Expand Recorder to deal with non int/float data

(Stas Bekman) #1

Currently Recorder can only deal with int/float data, so for example CSVLogger can’t save the time column of per-epoch training. Time could be represented as a float secs, but then its display won’t be user friendly - so perhaps a different approach would be to have a way to show data differently than it’s stored. But then perhaps someone will want to store strings. So more flexibility is needed.

0 Likes

Dev Projects Index
Some issues with callbacks
(Ilia) #2

@stas I guess this one was already fixed, right? I see there is a fragment that handles time and string metrics.

0 Likes

(Will Sutton) #3

Looks like time field still doesn’t load in csv_logger.read_loggerd_file() as of 1.0.51.

Maybe there’s a fix on development branch?

If not, I’d volunteer to finish up this issue. @stas, you handle contributors for this issue, right?

0 Likes

(Stas Bekman) #4

No, I’m not a coordinator - it was just that a user asked for this feature and Sylvain said that perhaps it could be implemented by someone who would like to contribute, so I logged it here.
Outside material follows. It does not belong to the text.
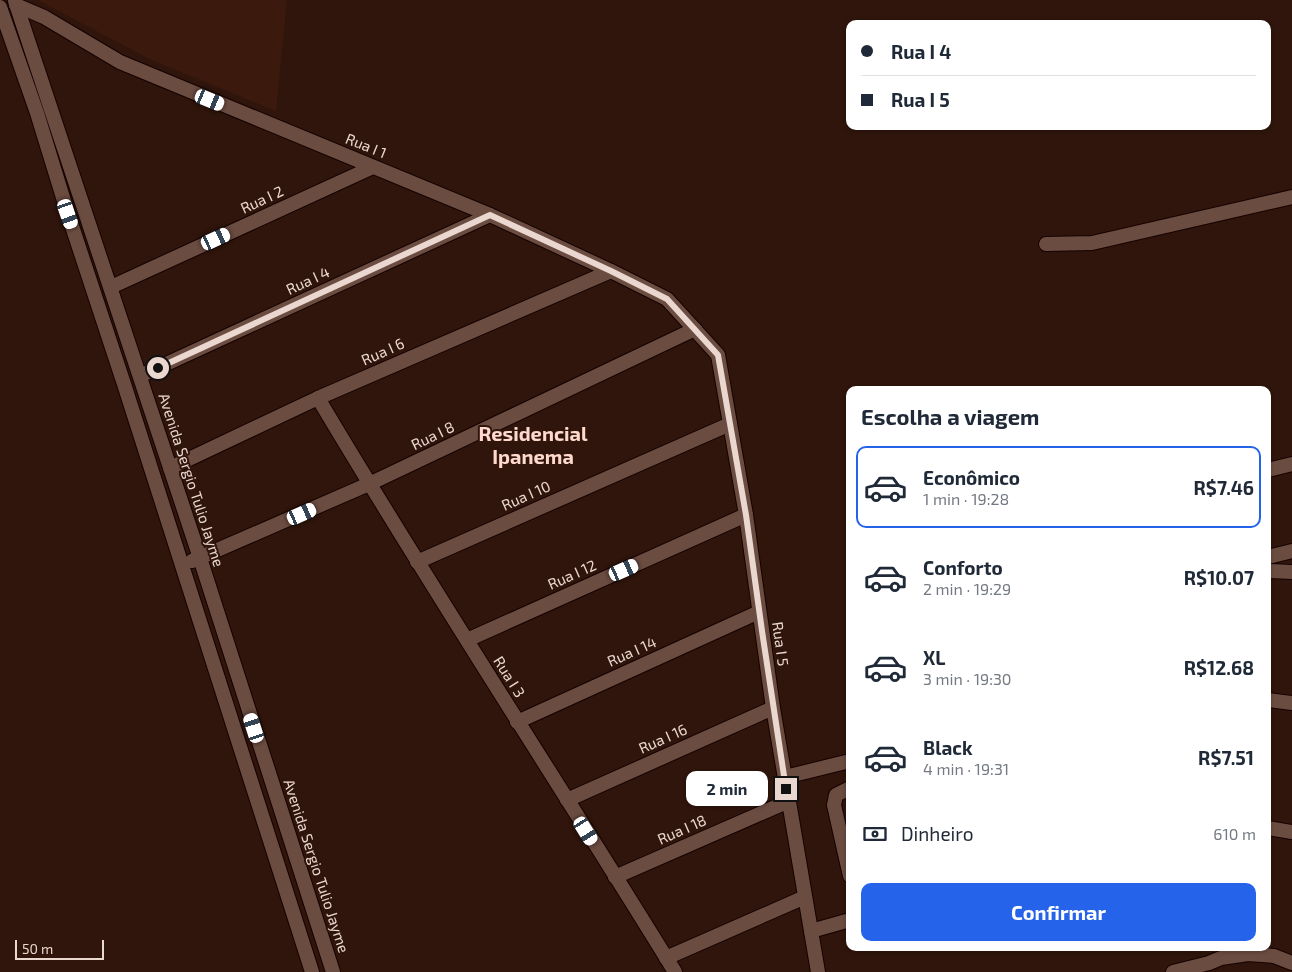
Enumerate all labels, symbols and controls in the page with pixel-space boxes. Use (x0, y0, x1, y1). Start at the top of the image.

Apologies, I didn’t ask Sylvain for how he wanted it in first place, and currently he’s very busy with the course to follow up. So I can’t coordinate something I don’t know how it’s supposed to be. (note to myself, don’t propose a project on behalf of someone else without a clear spec)

So, Will, you may implement it but there is no spec, so it may or may not fit with Sylvain. If you do - just submit a PR. Alternatively, will need to wait for a few more weeks when the course is over.

Meanwhile he suggests there are workarounds using fastprogress:

  • You can edit the global constant WRITER_FN in fastprogress
  • Better SAVE_PATH takes a file location and will do the logging for you
0 Likes

(Will Sutton) #5

I’ve got the fix, see demonstration below.
@sgugger: I’m going to send this in as a PR unless you have objections.

It just ports the same processing in basic_train:Recorder, for a diff of +7/-2.

The only issue I see is that dataframe interprets the time value as strings / object-type. (There does appear to be pandas type to handle “timedeltas” but they seem more troublesome than helpful)

the diff file for changes: diff
notebook showing the fix: notebook

1 Like

(Will Sutton) #6

Noted, and thank you!

0 Likes